Drożdżowe ślimaczki korzenne
Prawdziwie zimowa aura, którą zastałam w zeszły weekend w domu sprawiła, że naszła mnie ogromna ochota na mięciutkie, pachnące cynamonem i przyprawami korzennymi drożdżowe ślimaczki oblane lukrem.

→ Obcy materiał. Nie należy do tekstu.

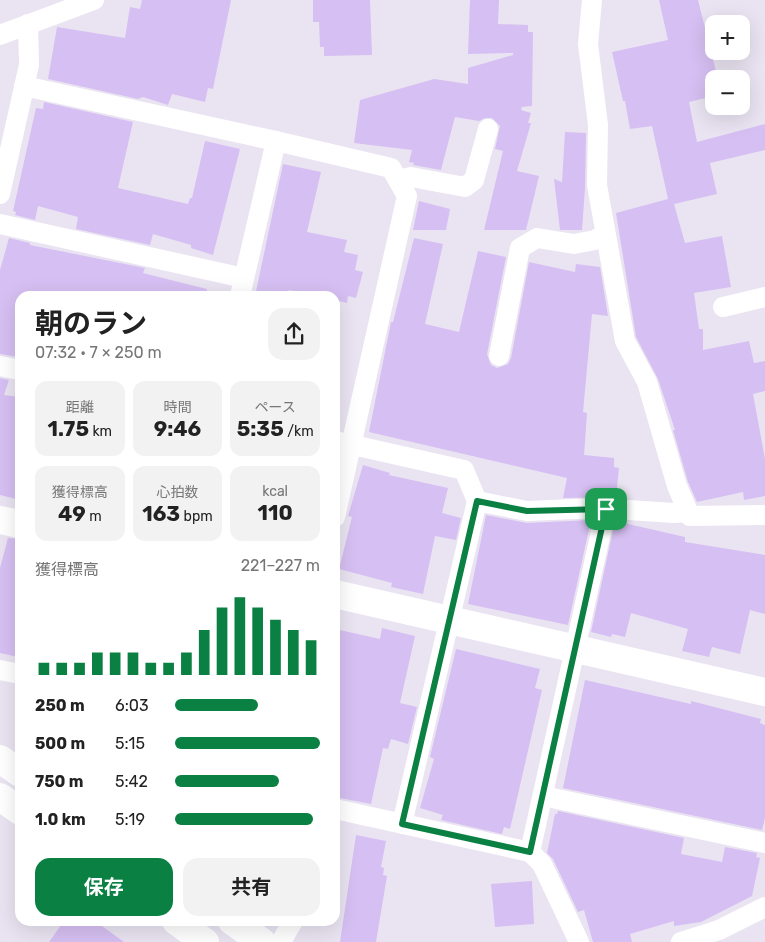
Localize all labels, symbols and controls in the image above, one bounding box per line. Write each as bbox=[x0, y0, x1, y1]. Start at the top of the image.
map controls bbox=[705, 15, 750, 115]
button: + bbox=[705, 15, 750, 60]
button: − bbox=[705, 70, 750, 115]
text: 朝のラン bbox=[35, 307, 147, 340]
button: share bbox=[268, 308, 320, 360]
text: 07:32 · 7 × 250 m bbox=[35, 343, 162, 362]
text: 距離 bbox=[66, 399, 94, 416]
text: 時間 bbox=[163, 399, 191, 416]
text: ペース bbox=[255, 399, 296, 416]
text: 1.75 bbox=[48, 416, 89, 441]
text: 9:46 bbox=[154, 416, 201, 441]
text: 5:35 bbox=[237, 416, 284, 441]
text: km bbox=[89, 423, 112, 440]
text: /km bbox=[284, 423, 314, 440]
text: kcal bbox=[262, 483, 288, 500]
text: 獲得標高 bbox=[52, 484, 108, 501]
text: 心拍数 bbox=[156, 484, 198, 501]
pin bbox=[585, 488, 627, 530]
icon: arrive bbox=[592, 495, 620, 523]
text: 110 bbox=[258, 500, 293, 525]
text: 49 bbox=[58, 501, 86, 526]
text: 163 bbox=[142, 501, 180, 526]
text: m bbox=[86, 508, 102, 525]
text: bpm bbox=[180, 508, 213, 525]
text: 221–227 m bbox=[241, 556, 320, 575]
text: 獲得標高 bbox=[35, 560, 99, 579]
text: 250 m bbox=[35, 696, 85, 715]
text: 6:03 bbox=[115, 696, 149, 715]
text: 500 m bbox=[35, 734, 85, 753]
text: 5:15 bbox=[115, 734, 145, 753]
text: 750 m bbox=[35, 772, 83, 791]
text: 5:42 bbox=[115, 772, 148, 791]
text: 1.0 km bbox=[35, 810, 86, 829]
text: 5:19 bbox=[115, 810, 145, 829]
button: 保存 bbox=[35, 858, 173, 916]
button: 共有 bbox=[183, 858, 320, 916]

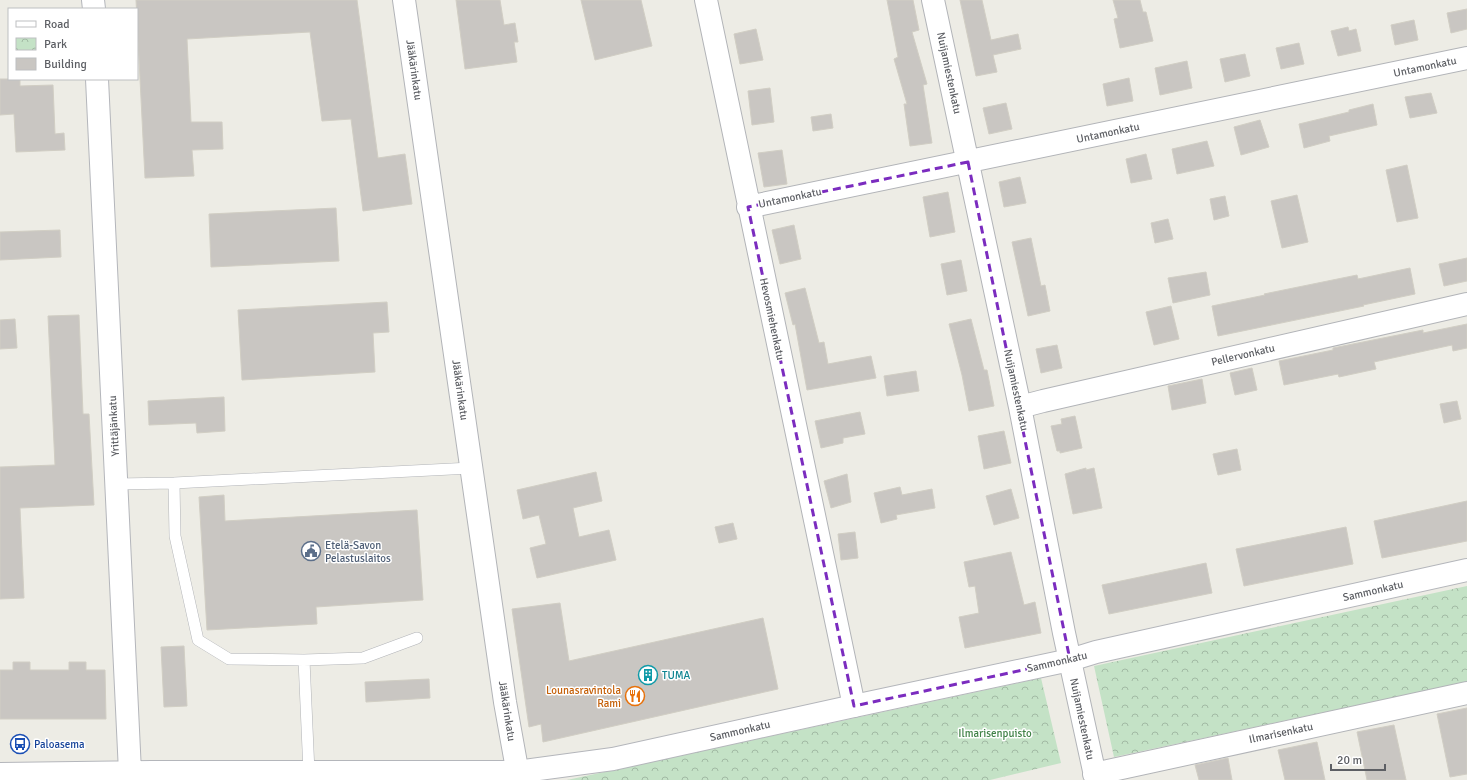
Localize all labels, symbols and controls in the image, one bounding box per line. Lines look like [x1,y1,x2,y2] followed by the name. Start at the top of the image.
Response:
[8,8,138,80] legend
[44,17,70,32] text: Road
[934,31,964,115] street label: Nuijamiestenkatu
[44,37,67,52] text: Park
[403,39,425,101] street label: Jääkärinkatu
[1392,54,1458,80] street label: Untamonkatu
[44,57,87,72] text: Building
[1075,120,1141,146] street label: Untamonkatu
[757,185,823,211] street label: Untamonkatu
[757,277,787,361] street label: Hevosmiehenkatu
[1210,341,1276,369] street label: Pellervonkatu
[1001,348,1031,432] street label: Nuijamiestenkatu
[449,359,471,421] street label: Jääkärinkatu
[106,395,122,457] street label: Yrittäjänkatu
[325,539,391,565] place label: Etelä-Savon Pelastuslaitos
[300,540,322,562] public building icon: Etelä-Savon Pelastuslaitos
[1341,578,1405,604] street label: Sammonkatu
[1025,649,1089,675] street label: Sammonkatu
[637,664,659,686] building icon: TUMA
[662,669,691,682] place label: TUMA
[1067,677,1097,761] street label: Nuijamiestenkatu
[496,680,518,742] street label: Jääkärinkatu
[546,684,621,710] place label: Lounasravintola Rami
[624,685,646,707] restaurant icon: Lounasravintola Rami
[708,718,772,744] street label: Sammonkatu
[1248,720,1314,746] street label: Ilmarisenkatu
[958,727,1032,740] park label: Ilmarisenpuisto
[9,733,31,755] bus stop icon: Paloasema
[34,738,85,751] place label: Paloasema
[1331,746,1385,772] scale bar
[1337,753,1362,768] text: 20 m

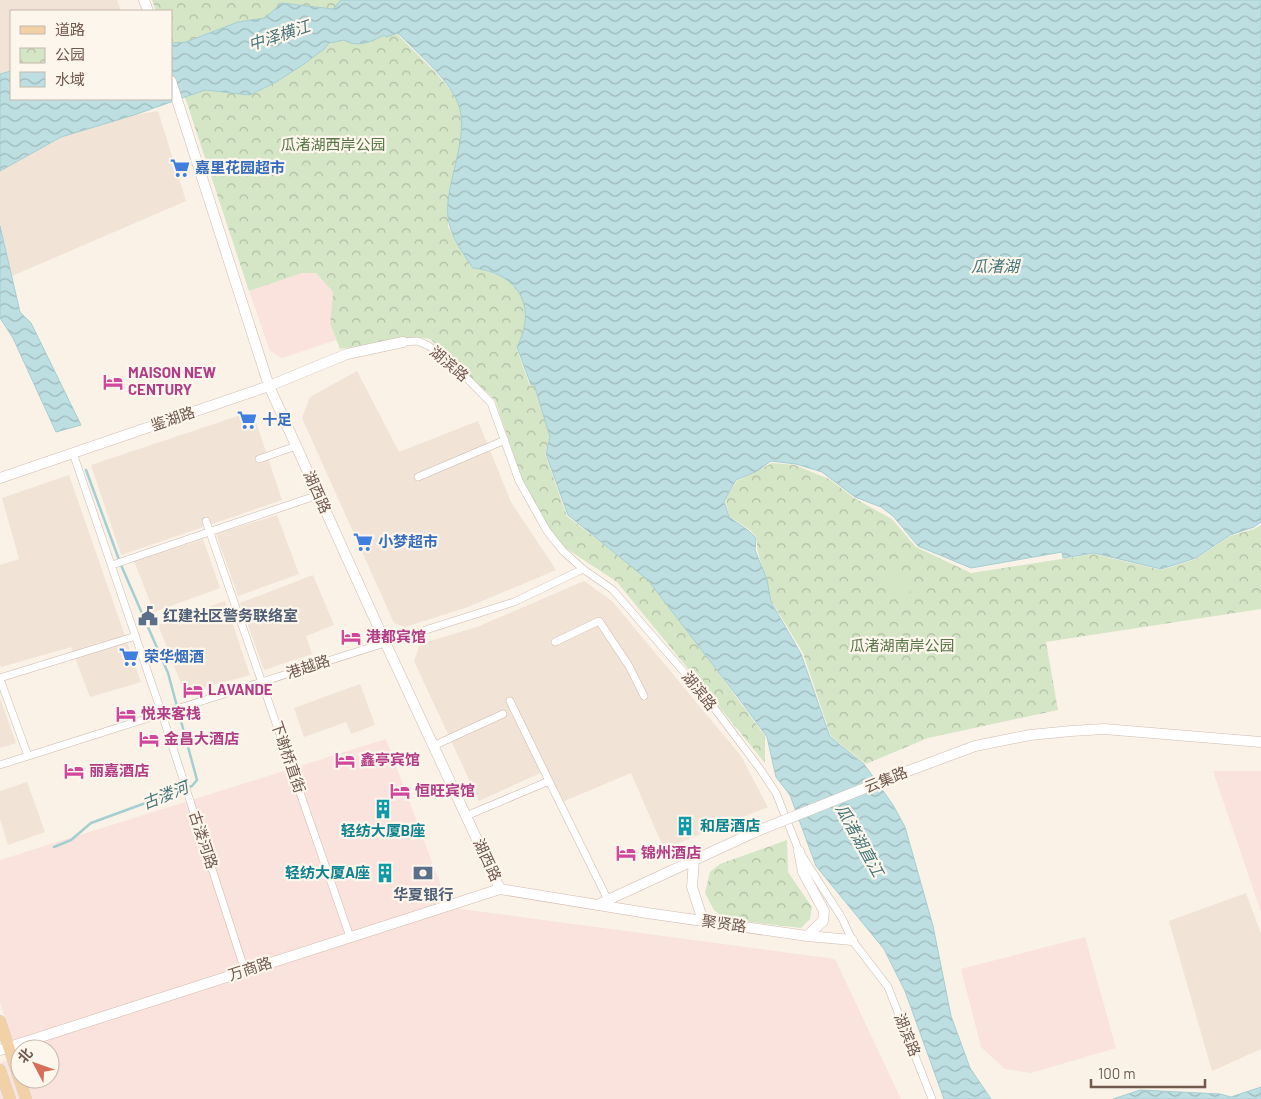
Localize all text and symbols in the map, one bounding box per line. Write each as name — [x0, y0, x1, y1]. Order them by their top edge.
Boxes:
legend — [10, 10, 172, 100]
water label: 中泽横江 — [245, 15, 314, 53]
text: 道路 — [55, 20, 85, 38]
text: 公园 — [55, 45, 85, 63]
text: 水域 — [55, 70, 85, 88]
park label: 瓜渚湖西岸公园 — [280, 135, 386, 153]
supermarket icon: 嘉里花园超市 — [169, 157, 191, 179]
place label: 嘉里花园超市 — [195, 158, 285, 176]
water label: 瓜渚湖 — [971, 256, 1022, 275]
street label: 湖滨路 — [427, 342, 473, 385]
place label: MAISON NEW CENTURY — [128, 363, 216, 398]
hotel icon: MAISON NEW CENTURY — [102, 371, 124, 393]
street label: 鉴湖路 — [148, 402, 197, 434]
supermarket icon: 十足 — [236, 409, 258, 431]
place label: 十足 — [262, 410, 292, 428]
street label: 湖西路 — [301, 467, 335, 516]
supermarket icon: 小梦超市 — [352, 531, 374, 553]
place label: 小梦超市 — [378, 532, 438, 550]
public building icon: 红建社区警务联络室 — [137, 605, 159, 627]
place label: 红建社区警务联络室 — [163, 606, 298, 624]
hotel icon: 港都宾馆 — [340, 626, 362, 648]
place label: 港都宾馆 — [366, 627, 426, 645]
park label: 瓜渚湖南岸公园 — [849, 636, 955, 654]
supermarket icon: 荣华烟酒 — [118, 646, 140, 668]
place label: 荣华烟酒 — [144, 647, 204, 665]
street label: 港越路 — [284, 651, 332, 682]
street label: 湖滨路 — [679, 667, 721, 714]
hotel icon: LAVANDE — [182, 679, 204, 701]
place label: LAVANDE — [208, 680, 273, 698]
hotel icon: 悦来客栈 — [115, 703, 137, 725]
place label: 悦来客栈 — [141, 704, 201, 722]
street label: 下谢桥直街 — [268, 718, 310, 795]
hotel icon: 金昌大酒店 — [138, 728, 160, 750]
place label: 金昌大酒店 — [164, 729, 239, 747]
hotel icon: 鑫亭宾馆 — [334, 749, 356, 771]
place label: 鑫亭宾馆 — [360, 750, 420, 768]
hotel icon: 丽嘉酒店 — [63, 760, 85, 782]
place label: 丽嘉酒店 — [89, 761, 149, 779]
street label: 云集路 — [861, 762, 910, 796]
water label: 古溇河 — [139, 776, 193, 812]
hotel icon: 恒旺宾馆 — [389, 780, 411, 802]
place label: 恒旺宾馆 — [415, 781, 475, 799]
building icon: 轻纺大厦B座 — [372, 798, 394, 820]
water label: 瓜渚湖直江 — [833, 800, 889, 881]
street label: 古溇河路 — [186, 808, 222, 871]
building icon: 和居酒店 — [674, 815, 696, 837]
place label: 和居酒店 — [700, 816, 760, 834]
place label: 轻纺大厦B座 — [341, 821, 425, 839]
street label: 湖西路 — [470, 835, 506, 884]
hotel icon: 锦州酒店 — [615, 842, 637, 864]
place label: 锦州酒店 — [641, 843, 701, 861]
building icon: 轻纺大厦A座 — [374, 862, 396, 884]
bank icon: 华夏银行 — [412, 862, 434, 884]
place label: 轻纺大厦A座 — [285, 863, 370, 881]
place label: 华夏银行 — [393, 885, 453, 903]
street label: 聚贤路 — [701, 911, 748, 935]
street label: 万商路 — [226, 953, 274, 984]
street label: 湖滨路 — [891, 1010, 925, 1059]
north arrow — [10, 1039, 60, 1089]
text: 北 — [14, 1044, 36, 1066]
scale bar — [1091, 1056, 1205, 1088]
text: 100 m — [1098, 1064, 1136, 1082]

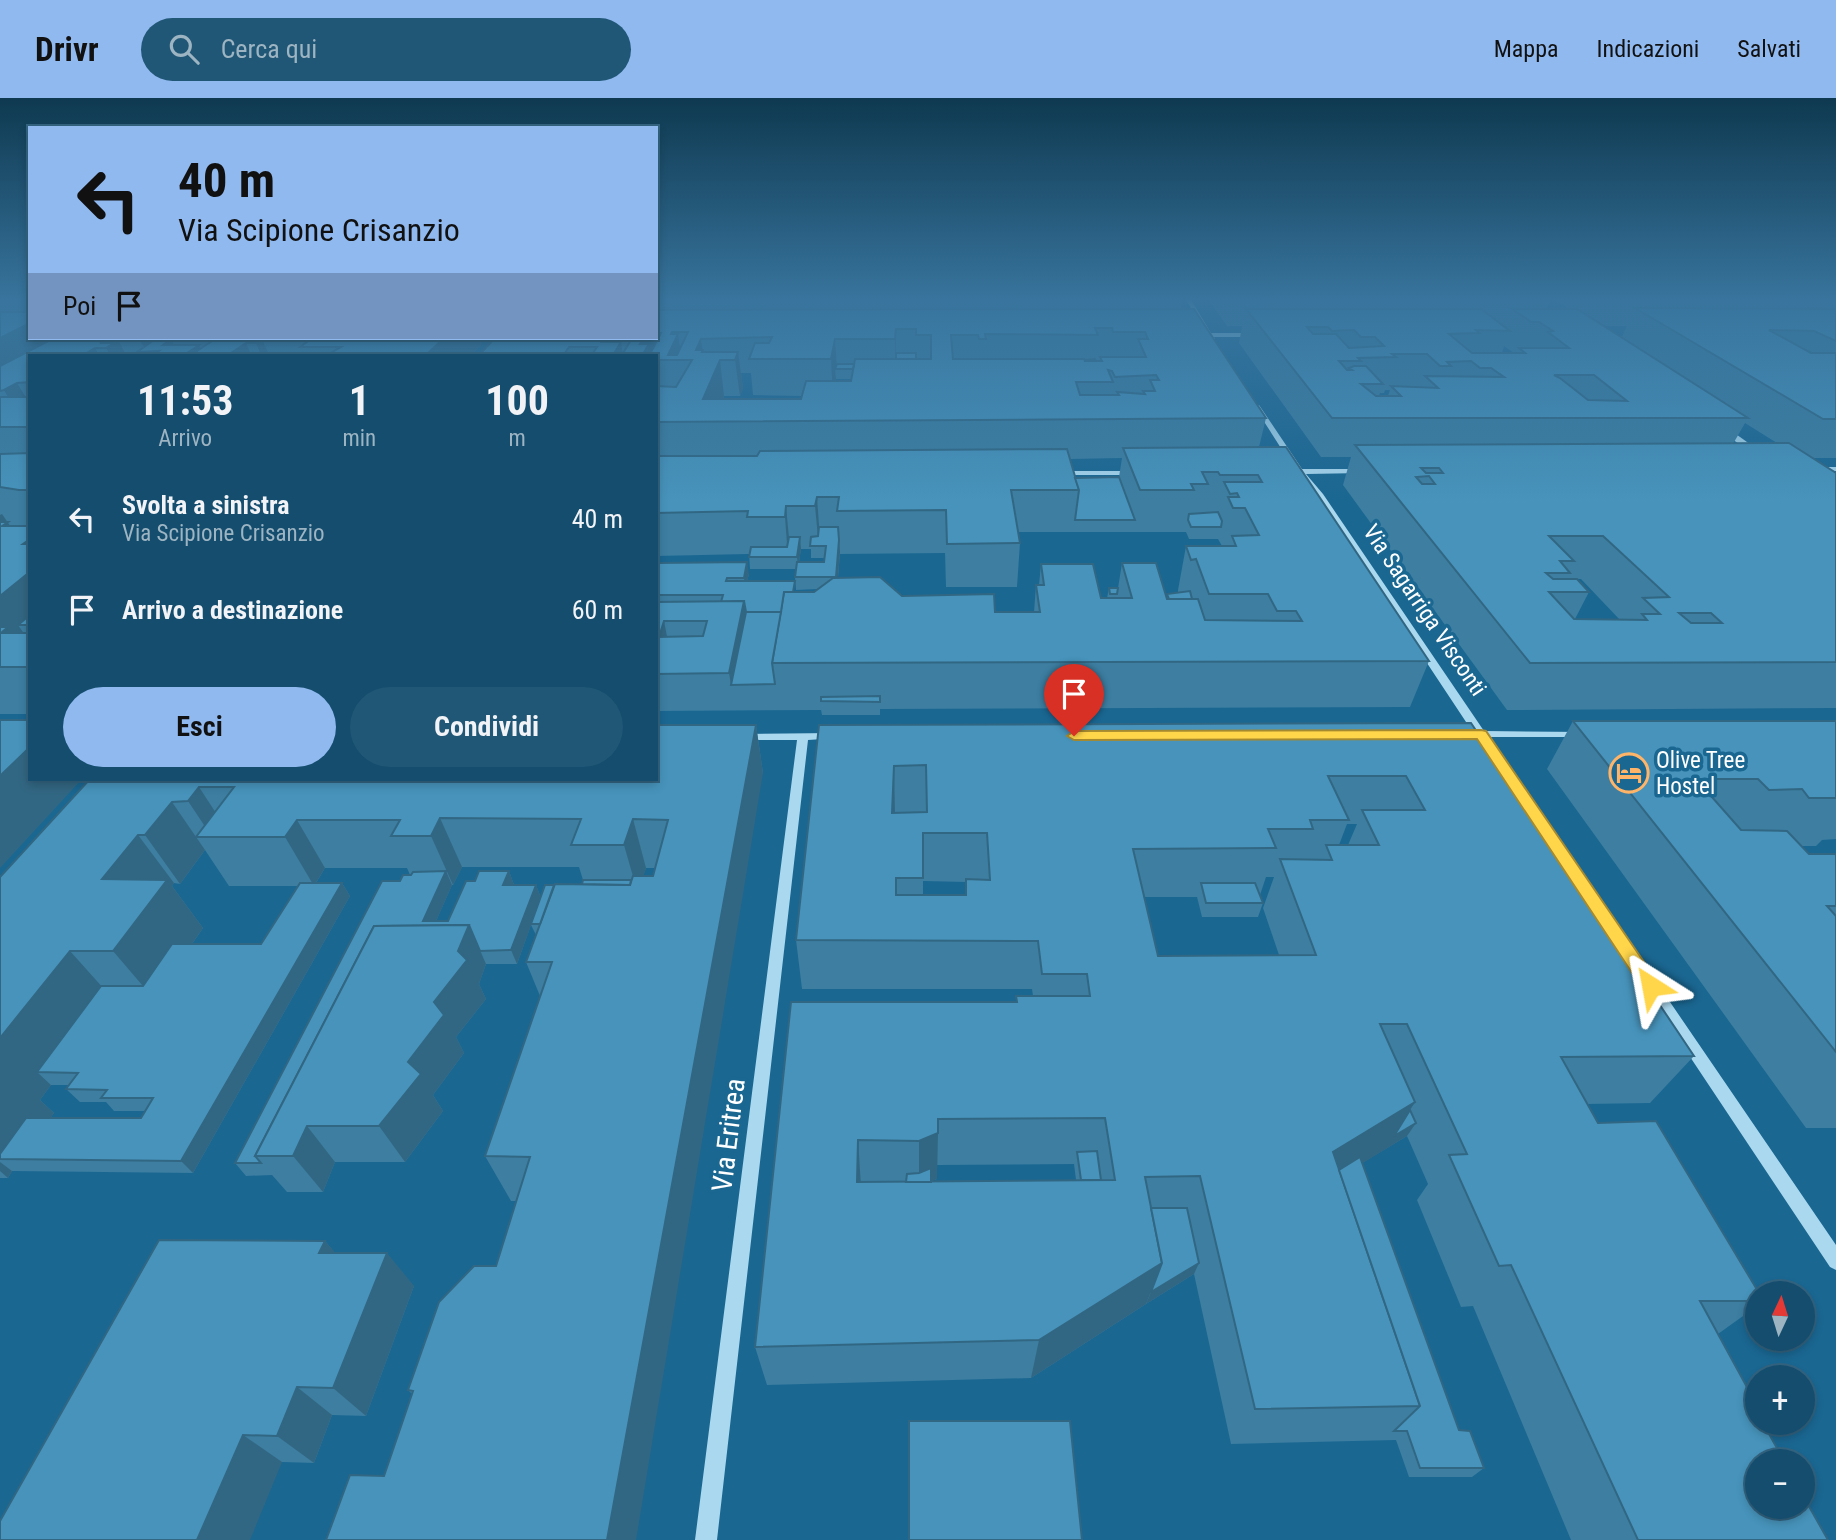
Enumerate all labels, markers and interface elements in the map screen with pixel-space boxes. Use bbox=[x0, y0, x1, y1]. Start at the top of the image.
search box bbox=[141, 18, 631, 81]
text: Drivr bbox=[35, 30, 99, 69]
icon: search bbox=[165, 30, 203, 68]
text: Cerca qui bbox=[221, 34, 317, 64]
text: Mappa bbox=[1494, 35, 1559, 63]
text: Indicazioni bbox=[1597, 35, 1699, 63]
text: Salvati bbox=[1737, 35, 1801, 63]
text: 40 m bbox=[178, 152, 275, 209]
icon: left bbox=[63, 154, 154, 245]
text: Via Scipione Crisanzio bbox=[178, 211, 460, 249]
icon: arrive bbox=[110, 287, 148, 325]
text: Poi bbox=[63, 291, 96, 321]
text: 11:53 bbox=[137, 376, 233, 425]
text: 1 bbox=[349, 376, 370, 425]
text: 100 bbox=[485, 376, 549, 425]
text: Arrivo bbox=[158, 425, 212, 452]
text: min bbox=[342, 425, 376, 452]
text: m bbox=[508, 425, 526, 452]
text: Svolta a sinistra bbox=[122, 490, 289, 520]
icon: left bbox=[63, 500, 101, 538]
text: 40 m bbox=[572, 504, 623, 534]
text: Via Scipione Crisanzio bbox=[122, 520, 325, 547]
street label: Via Sagarriga Visconti bbox=[1357, 520, 1492, 701]
icon: arrive bbox=[63, 591, 101, 629]
text: Arrivo a destinazione bbox=[122, 595, 343, 625]
text: 60 m bbox=[572, 595, 623, 625]
pin bbox=[1044, 664, 1104, 736]
icon: arrive bbox=[1055, 675, 1093, 713]
button: Esci bbox=[63, 687, 336, 767]
button: Condividi bbox=[350, 687, 623, 767]
place label: Olive Tree Hostel bbox=[1656, 747, 1745, 800]
hotel icon: Olive Tree Hostel bbox=[1608, 752, 1650, 794]
position arrow bbox=[1614, 949, 1688, 1023]
street label: Via Eritrea bbox=[705, 1077, 752, 1194]
north arrow bbox=[1745, 1281, 1815, 1351]
map controls bbox=[1745, 1281, 1815, 1519]
button: + bbox=[1745, 1365, 1815, 1435]
button: − bbox=[1745, 1449, 1815, 1519]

Na samą myśl o nich robi mi się przyjemnie ciepło i miło :) Ciepły, prosto z piekarnika wyciągnięty ślimaczek, szklanka mleka, koc i książka = plan idealny :)
Składniki: (na około 12-15 sztuk)
Ciasto:
- 25 dag drożdży świeżych
- 1 szklanka ciepłego mleka
- 100 g roztopionego masła
- szczypta soli
- 2 łyżki cukru
- 350-400 g mąki pszennej
Nadzienie:
- 80 g roztopionego masła
- 100 g cukru
- 2 łyżki cynamonu
- 1/2 łyżeczki mielonego imbiru
- 1/4 łyżeczki ziela angielskiego (około 6 ziarenek) utłuczonych w moździerzu
- 6 goździków utłuczonych w moździerzu
- 1/4 łyżeczki mielonej gałki muszkatołowej
- 1/4 łyżeczki kardamonu
Lukier:
- szklanka cukru pudru
- 3-4 łyżki gorącej wody
Drożdże umieszczamy w dużej misce i rozpuszczamy je w ciepłym mleku. Następnie dodajemy masło, sól cukier oraz 350 g mąki. Wyrabiamy ciasto, jeśli jest zbyt klejące dosypujemy stopniowo mąki. Wyrabiamy do czasu aż ciasto będzie elastyczne. Przykrywamy ściereczką i odstawiamy w ciepłe miejsce na około godzinę, do czasu aż ciasto podwoi swoją objętość. Po tym czasie rozwałkowujemy ciasto na prostokąt o wymiarach około 30 cm na 60 cm. Rozwałkowane ciasto smarujemy roztopionym masłem. Cukier mieszamy dokładnie ze wszystkimi przyprawami i posypujemy równomiernie ciasto. Ciasto zwijamy w rulon wzdłuż krótszego boku i kroimy w plastry o grubości około 2-3 cm. Układamy ślimaczki na blaszce wyłożonej papierem do pieczenia. Odstawiamy na 30-60 minut do wyrośnięcia. Pieczemy w piekarniku nagrzanym do 180 stopni przez 15-18 minut, uważając żeby ślimaczki się nie przypaliły z wierzchu.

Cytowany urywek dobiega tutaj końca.